The European Commission (EC) is set to spend billions of euros on what it calls a European Open Science Cloud that will crowdsource the expertise of 1.7 million researchers and 70 million science and technology professionals across the continent.
Part of the EU’s digitisation drive that should boost the use of technology in the public sector, the £5.3bn (€6.7bn) cloud will be a ‘virtual environment’ to store, share, and re-use scientific and technological data without the barriers of discipline and verticals.
The entire project is supported by the European Data Infrastructure, the blanket term for the EU’s plan for high-bandwith networks, large scale data centres and supercomputers.
The goal? The European Commission want Europe to be a bigger voice in the “global race” for high performance computing in line with its “economic and knowledge potential”.
“Europe is the largest producer of scientific data in the world, but insufficient and fragmented infrastructure means this ‘big data’ is not being exploited to its full potential,” said the Commission.

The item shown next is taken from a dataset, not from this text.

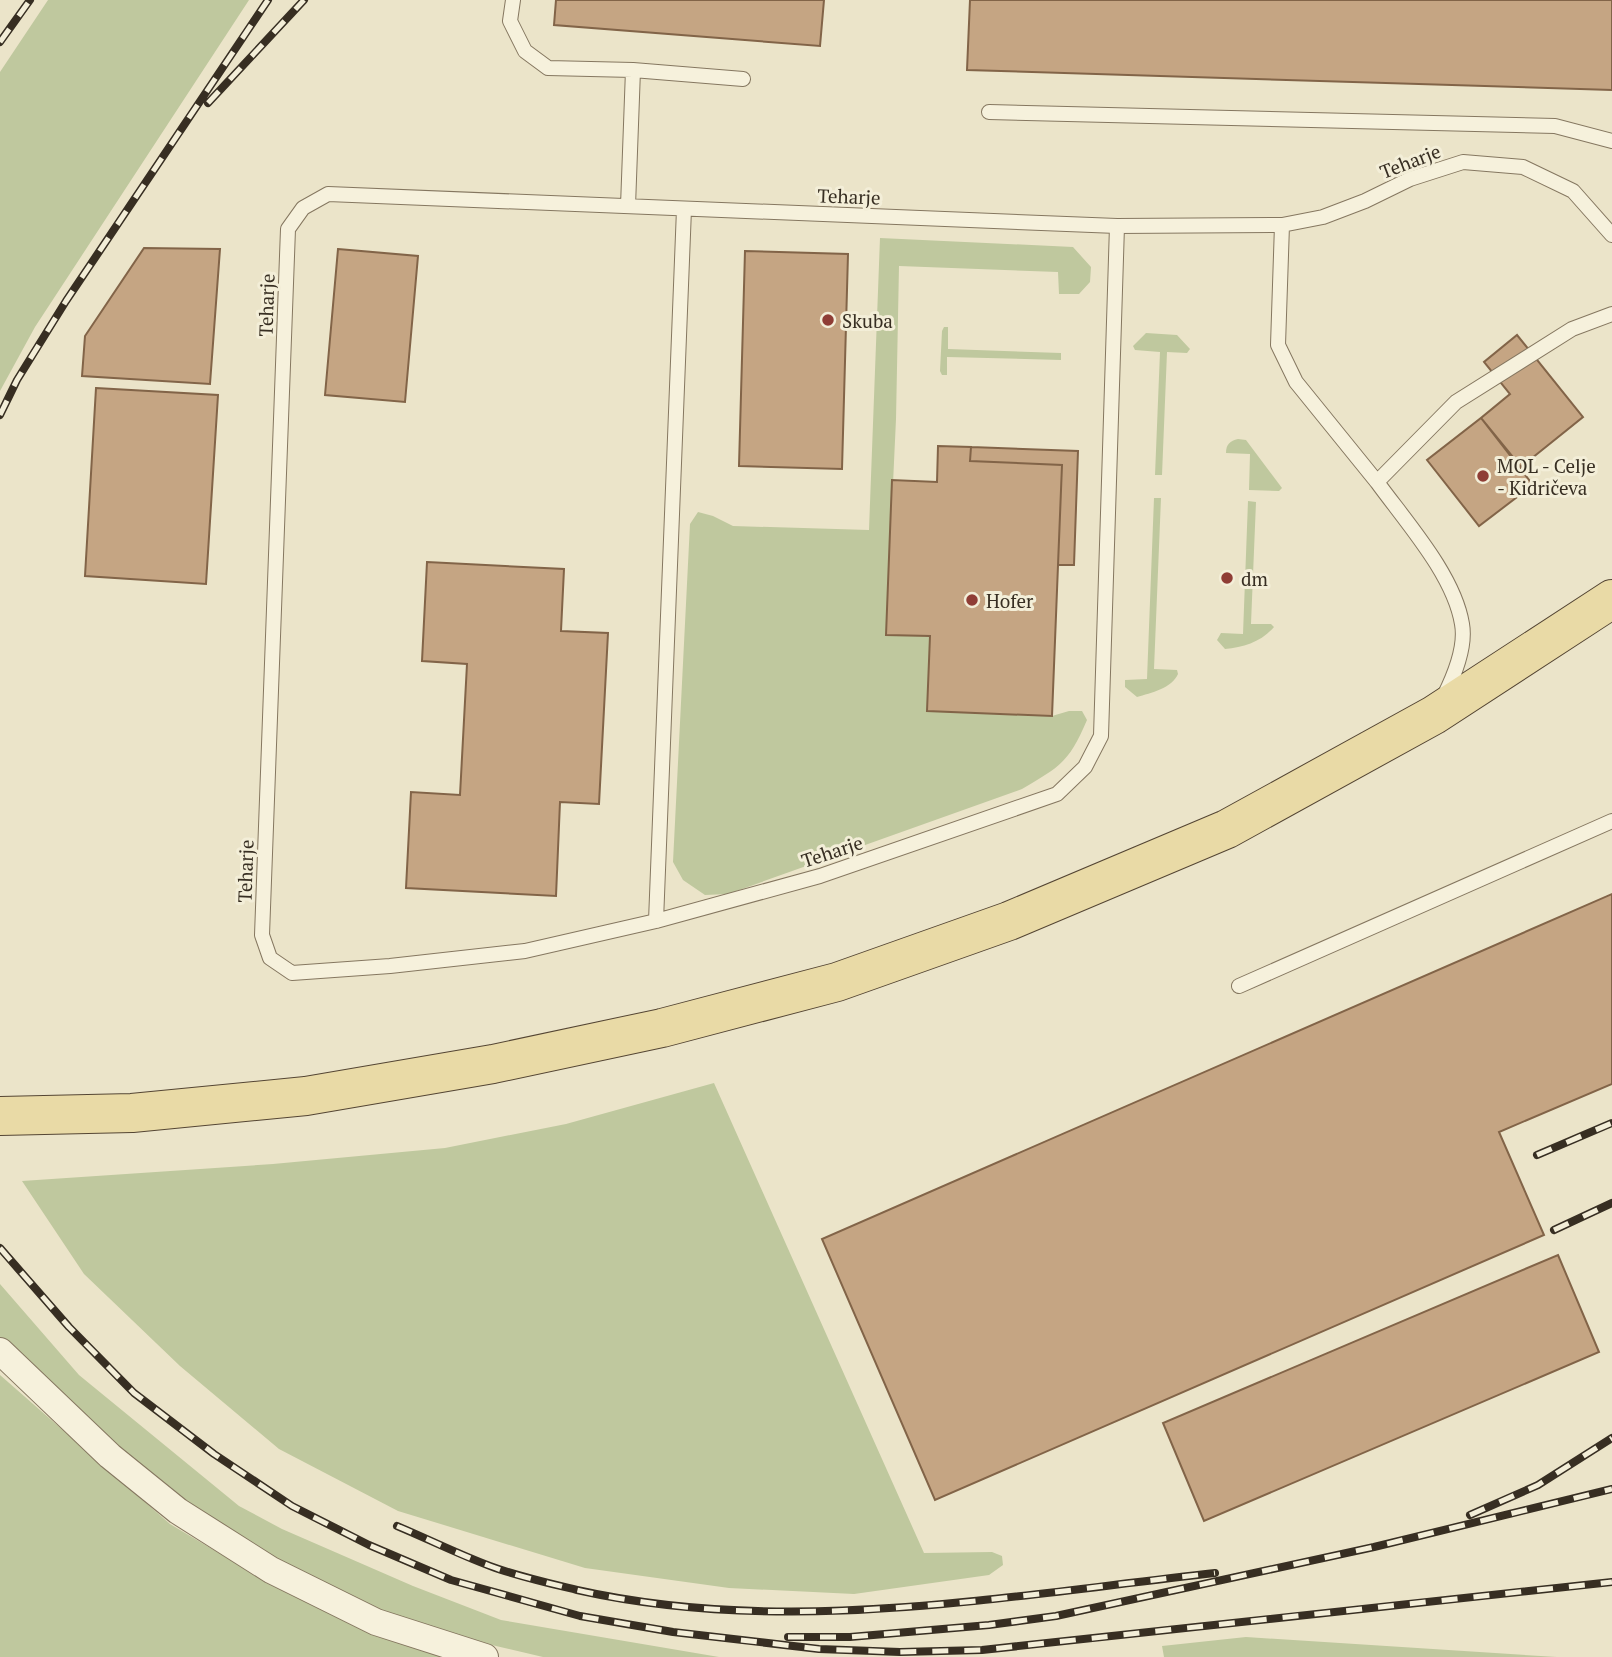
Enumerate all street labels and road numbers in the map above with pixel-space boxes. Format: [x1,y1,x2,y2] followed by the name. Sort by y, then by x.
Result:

Carlos Moedas, commissioner for research, science and innovation, added: “Our goal is to create a European Open Science Cloud to make science more efficient and productive and let millions of researchers share and analyse research data in a trusted environment across technologies, disciplines and borders.
While initially planned for just researchers and academic institutions, it is hoped in the near future the cloud service will be able to benefit all industries in Europe’s ‘Industry 4.0’ vision.
The announcement comes as the European Commission presented a set of measures today to support and link up national initiatives for the ‘digitisation’ of industry and related services: a Digital Single Market strategy.
The Commission also proposes measures to speed up the development of common standards in what it deems priority areas, such as 5G networks or cybersecurity, and to modernise public services.
The Commission said that many industry sectors are still lagging behind in their digital transformation. Initiatives like IoT, robotics and supercomputing are a way to combat this.
But one of the main concerns for workers across Europe is how a digitisaion drive will affect their jobs. With robots replacing workers in factories and powerful computers handling the tasks of multiple IT workers, the EC also has to work to allay fears of redundancy.
In January, the World Economic Forum (WEF) predicted that technological changes such as robotics and artificial intelligence will contribute to the loss of 7.1 million jobs, offset by the creation of 2 million new roles.
The figures appear in a report titled “The Future of Jobs”, which centres on the impact of what the WEF calls the “Fourth Industrial Revolution” – including developments across artificial intelligence, machine-learning, robotics, nanotechnology, 3D printing and genetics and biotechnology.
The report covers 15 countries that make up about 65 percent of the world’s workforce. Its findings correspond to projections by the UN’s International Labour Organisation of an increase in global unemployment of 11 million by 2020.